== The data
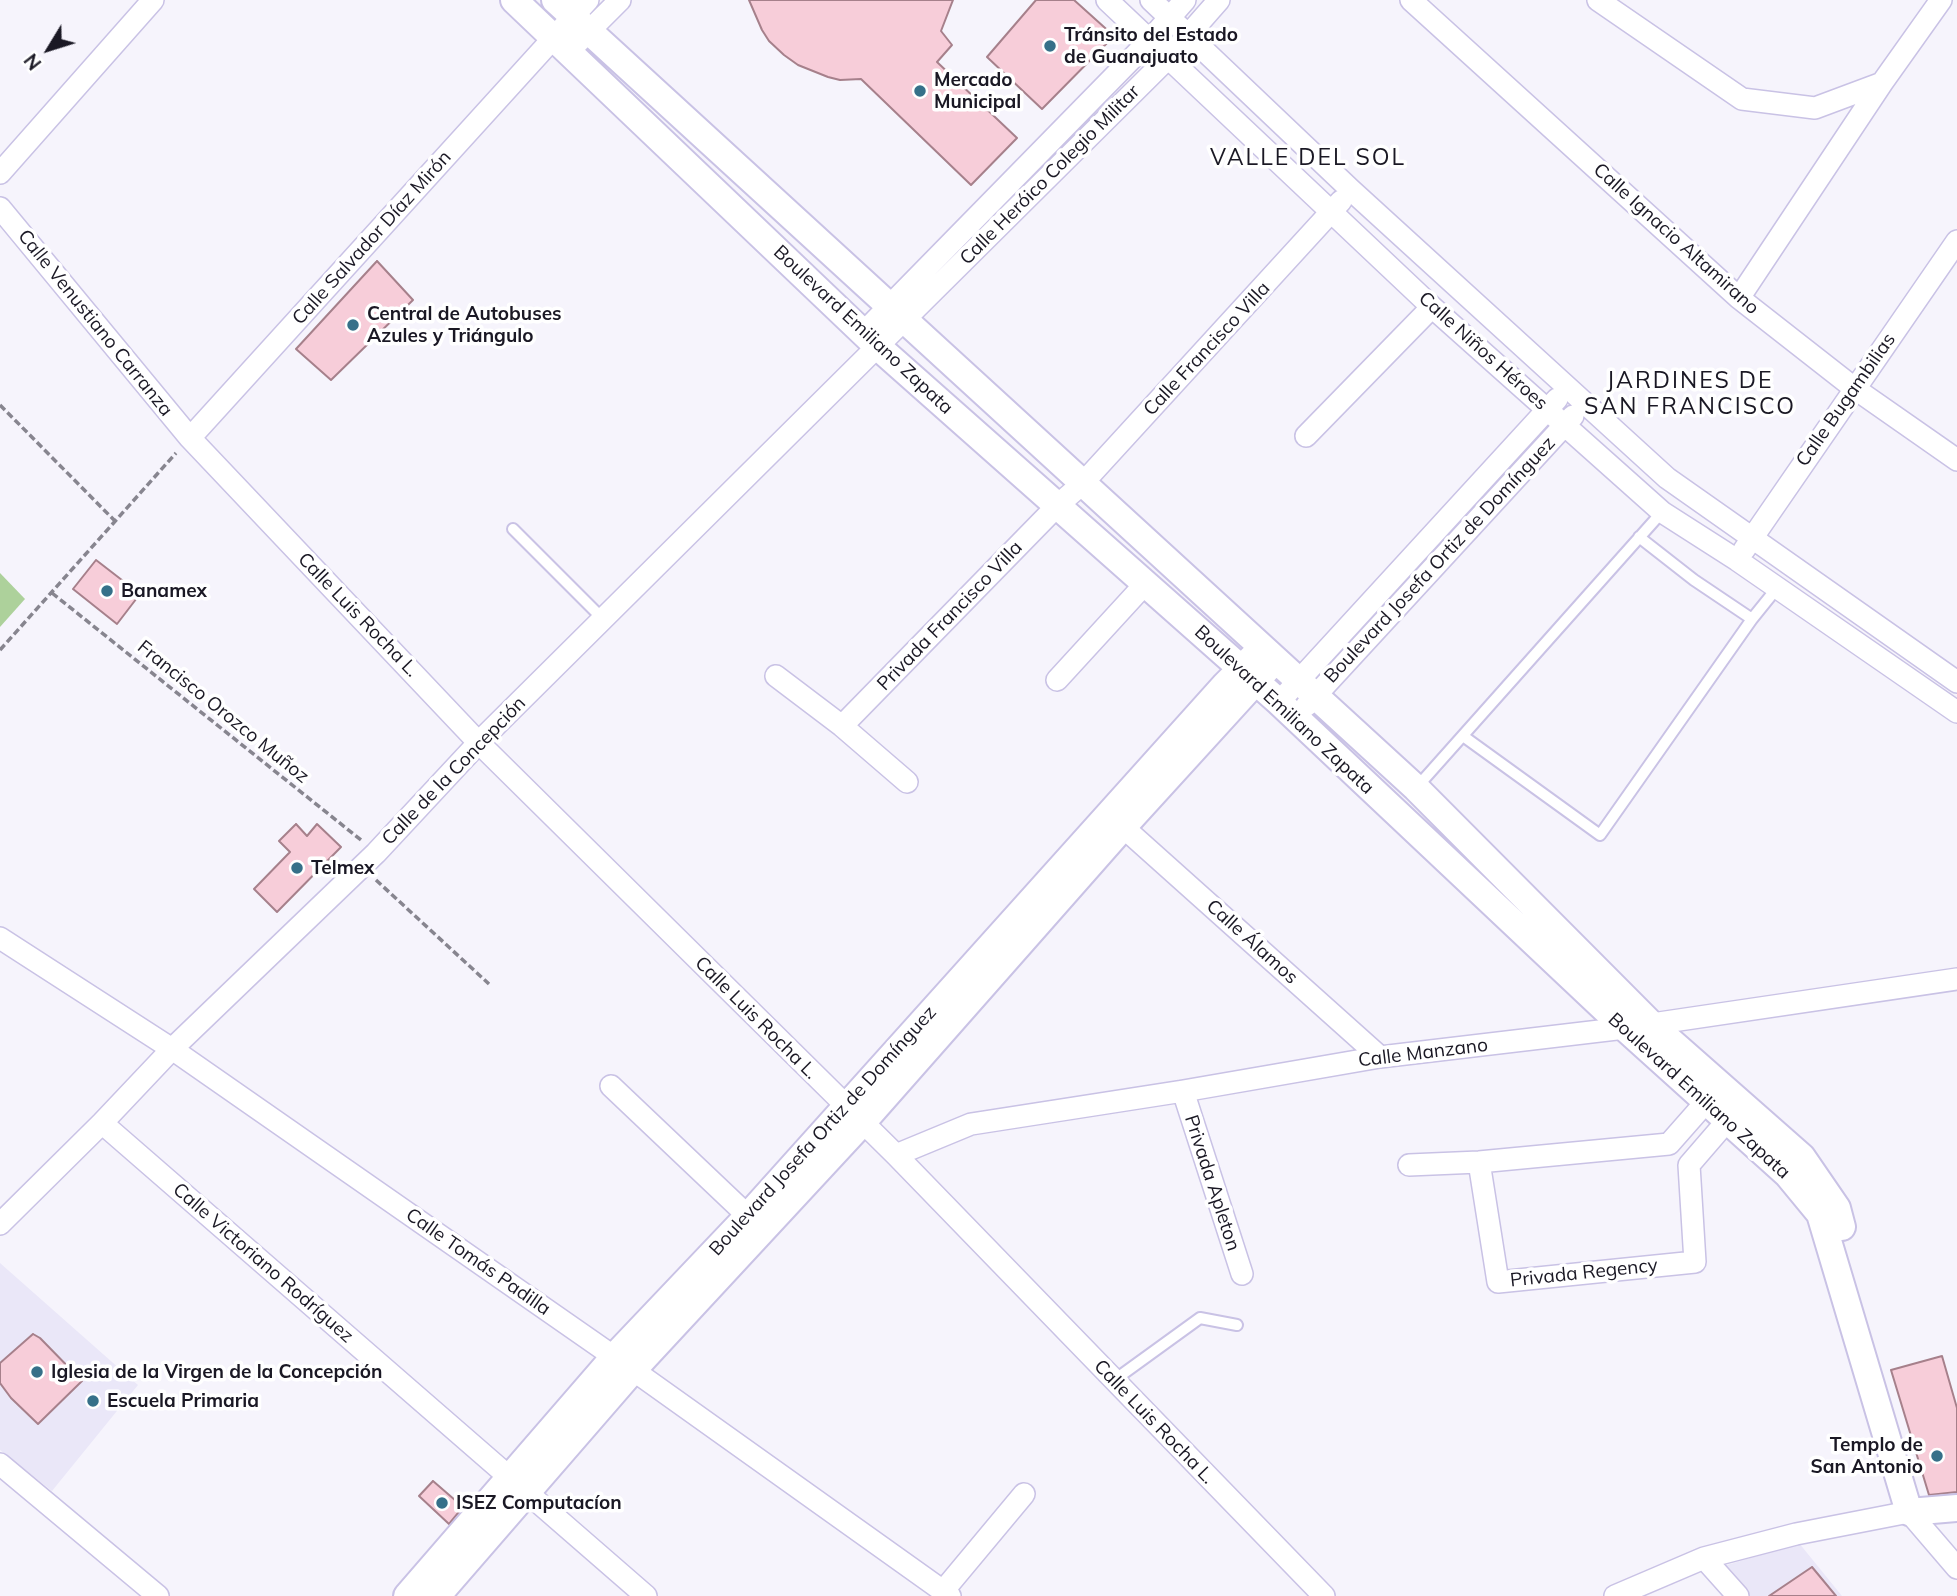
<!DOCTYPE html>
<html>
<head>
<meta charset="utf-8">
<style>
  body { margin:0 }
  #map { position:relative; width:1957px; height:1596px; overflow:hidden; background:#f6f4fc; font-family:Mulish,sans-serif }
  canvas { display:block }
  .north { position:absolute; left:14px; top:14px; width:70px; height:70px; -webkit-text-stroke:5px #fff; paint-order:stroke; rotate:232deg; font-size:19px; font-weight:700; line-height:28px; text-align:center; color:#1a1824 }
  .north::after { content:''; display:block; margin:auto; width:24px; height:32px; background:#1a1824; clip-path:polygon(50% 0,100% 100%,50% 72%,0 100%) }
</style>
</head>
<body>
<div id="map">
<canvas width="1957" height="1596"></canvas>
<div class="north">N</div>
</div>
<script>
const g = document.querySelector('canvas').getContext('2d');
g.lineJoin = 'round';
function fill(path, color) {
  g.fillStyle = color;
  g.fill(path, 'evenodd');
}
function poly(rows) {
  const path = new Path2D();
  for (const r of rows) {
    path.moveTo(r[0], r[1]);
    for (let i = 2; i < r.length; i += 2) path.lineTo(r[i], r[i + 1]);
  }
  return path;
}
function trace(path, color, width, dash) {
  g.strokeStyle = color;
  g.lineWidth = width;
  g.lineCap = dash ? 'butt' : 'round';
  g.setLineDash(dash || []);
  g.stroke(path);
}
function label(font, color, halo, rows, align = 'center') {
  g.font = font + ' Mulish,sans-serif';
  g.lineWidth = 7;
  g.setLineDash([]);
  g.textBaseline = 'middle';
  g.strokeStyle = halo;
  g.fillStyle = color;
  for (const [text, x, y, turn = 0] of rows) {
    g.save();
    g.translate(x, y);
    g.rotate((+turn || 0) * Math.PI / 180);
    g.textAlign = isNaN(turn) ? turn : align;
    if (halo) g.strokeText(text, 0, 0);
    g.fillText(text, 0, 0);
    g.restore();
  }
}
fill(poly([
  [0,1263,138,1385,52,1491,0,1450],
  [1799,1543,1842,1596,1750,1596,1724,1566]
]), '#eae7f8');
fill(poly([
  [0,573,25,599,0,627]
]), '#add19b');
const building = poly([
  [749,0,953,0,941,31,952,45,937,62,1017,138,971,185,861,79,840,80,828,77,798,65,784,55,769,41,762,30,749,0],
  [1036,0,1074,0,1114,36,1042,109,987,57,1036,0],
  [377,261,413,300,331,380,296,349,377,261],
  [96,560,140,594,117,624,73,589,96,560],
  [296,824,307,836,317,824,341,847,277,912,254,889,290,852,279,841,296,824],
  [33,1334,40,1338,82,1381,38,1424,11,1398,0,1383,0,1363,33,1334],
  [1942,1356,1957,1408,1957,1492,1929,1495,1891,1370,1942,1356],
  [433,1481,463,1507,449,1524,419,1496,433,1481],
  [1812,1567,1836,1596,1769,1596,1812,1567]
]);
fill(building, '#f7cdd9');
trace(building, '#a6808b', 2);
const service = poly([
  [513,529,603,619],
  [1639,537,1694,580,1752,619],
  [1463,736,1600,835,1752,619,1777,588],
  [1417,787,1662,512],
  [1113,1381,1200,1318,1237,1325]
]);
const minor = poly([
  [1107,0,1432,307,1662,512,1737,560,1957,712],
  [1151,0,1350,189,1667,478,1957,682],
  [1411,0,1739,298,1854,388,1957,460],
  [1598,0,1742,99,1815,108,1882,83],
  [569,51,620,0],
  [0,173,153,0],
  [0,208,190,438,479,743,896,1155,1324,1596],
  [1739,298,1882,83,1941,0],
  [863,333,1150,40,1185,0],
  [1306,436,1432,307],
  [190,438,588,0],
  [1744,550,1957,241],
  [776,676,842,726,907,782],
  [1057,680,1145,584],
  [1279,702,1557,399],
  [1306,706,1573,416],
  [842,726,1058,505,1082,484,1341,201],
  [1123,827,1380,1057],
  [0,938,172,1049,633,1370,950,1596],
  [611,1086,748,1216],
  [1183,1091,1242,1274],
  [102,1123,646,1596],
  [896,1155,971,1124,1183,1091,1380,1057,1625,1028,1957,979],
  [1479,1162,1498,1282,1695,1262,1689,1165,1727,1121],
  [1409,1165,1479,1162,1669,1144,1706,1102],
  [0,1224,102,1123,172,1049,376,853,484,737,1169,57,1219,0],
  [0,1464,158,1596],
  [1704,1558,1738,1596],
  [944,1590,1024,1494],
  [1615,1596,1704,1558,1796,1534,1909,1512,1957,1568]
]);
const tertiary = poly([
  [514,0,877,346,1279,702,1625,1028,1787,1174,1820,1214,1909,1512,1957,1508],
  [555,0,1416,788,1651,1024,1802,1157,1837,1208,1842,1227],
  [407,1596,614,1357,748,1216,1225,685,1254,656],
  [437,1596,633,1370,862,1123,1123,827,1267,669]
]);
trace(service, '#c9c2e5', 14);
trace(minor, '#c9c2e5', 24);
trace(tertiary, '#c9c2e5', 30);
trace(poly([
  [0,405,115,521],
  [52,593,361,840],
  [0,650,176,453],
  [376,880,489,984]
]), '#87858f', 3.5, [7, 3.5]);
trace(service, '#fff', 10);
trace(minor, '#fff', 21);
trace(tertiary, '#fff', 26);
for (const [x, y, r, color] of [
  [1050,46,7,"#367089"],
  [920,91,7,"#367089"],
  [353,325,7,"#367089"],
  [107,591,7,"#367089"],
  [297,868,7,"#367089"],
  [37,1372,7,"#367089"],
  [93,1401,7,"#367089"],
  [1937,1456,7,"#367089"],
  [442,1503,7,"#367089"]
]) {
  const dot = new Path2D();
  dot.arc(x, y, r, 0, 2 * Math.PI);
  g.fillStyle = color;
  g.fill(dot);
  trace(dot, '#fff', 2.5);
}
label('bold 19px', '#1a1824', '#fff', [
  ["Tránsito del Estado",1064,35],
  ["de Guanajuato",1064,57],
  ["Mercado",934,80],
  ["Municipal",934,102],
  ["Central de Autobuses",367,314],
  ["Azules y Triángulo",367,336],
  ["Banamex",121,591],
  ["Telmex",311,868],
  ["Iglesia de la Virgen de la Concepción",51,1372],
  ["Escuela Primaria",107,1401],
  ["Templo de",1923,1445,"right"],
  ["San Antonio",1923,1467,"right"],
  ["ISEZ Computacíon",456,1503]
], 'left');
label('19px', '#1a1824', '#fff', [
  ["Calle Heróico Colegio Militar",1050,175,-45],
  ["Calle Salvador Díaz Mirón",372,238,-48],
  ["Calle Ignacio Altamirano",1676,239,42],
  ["Calle Venustiano Carranza",95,323,51],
  ["Boulevard Emiliano Zapata",863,330,43],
  ["Calle Francisco Villa",1207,349,-47],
  ["Calle Niños Héroes",1483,351,42],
  ["Calle Bugambilias",1846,400,-55],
  ["Boulevard Josefa Ortiz de Domínguez",1440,560,-47],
  ["Calle Luis Rocha L.",358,615,46],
  ["Privada Francisco Villa",950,616,-46],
  ["Boulevard Emiliano Zapata",1284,710,43],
  ["Francisco Orozco Muñoz",223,712,39],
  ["Calle de la Concepción",454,771,-46],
  ["Calle Álamos",1252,942,42],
  ["Calle Luis Rocha L.",756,1018,45],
  ["Calle Manzano",1423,1053,-7],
  ["Boulevard Emiliano Zapata",1699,1096,42],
  ["Boulevard Josefa Ortiz de Domínguez",823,1131,-48],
  ["Privada Apleton",1212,1183,72],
  ["Calle Tomás Padilla",478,1262,35],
  ["Calle Victoriano Rodríguez",263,1263,41],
  ["Privada Regency",1584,1273,-6],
  ["Calle Luis Rocha L.",1154,1422,46]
]);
g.letterSpacing = '2px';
label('23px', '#1a1824', '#fff', [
  ["VALLE DEL SOL",1308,158],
  ["JARDINES DE",1690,381],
  ["SAN FRANCISCO",1690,407]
]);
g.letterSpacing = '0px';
</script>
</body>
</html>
====
== Exercise directions ==
Write out exactly the lines between the start of the data and the line with "position:absolute; left:14px; top:14px;", including both, but none of the pictures.

== Your solution ==
<!DOCTYPE html>
<html>
<head>
<meta charset="utf-8">
<style>
  body { margin:0 }
  #map { position:relative; width:1957px; height:1596px; overflow:hidden; background:#f6f4fc; font-family:Mulish,sans-serif }
  canvas { display:block }
  .north { position:absolute; left:14px; top:14px; width:70px; height:70px; -webkit-text-stroke:5px #fff; paint-order:stroke; rotate:232deg; font-size:19px; font-weight:700; line-height:28px; text-align:center; color:#1a1824 }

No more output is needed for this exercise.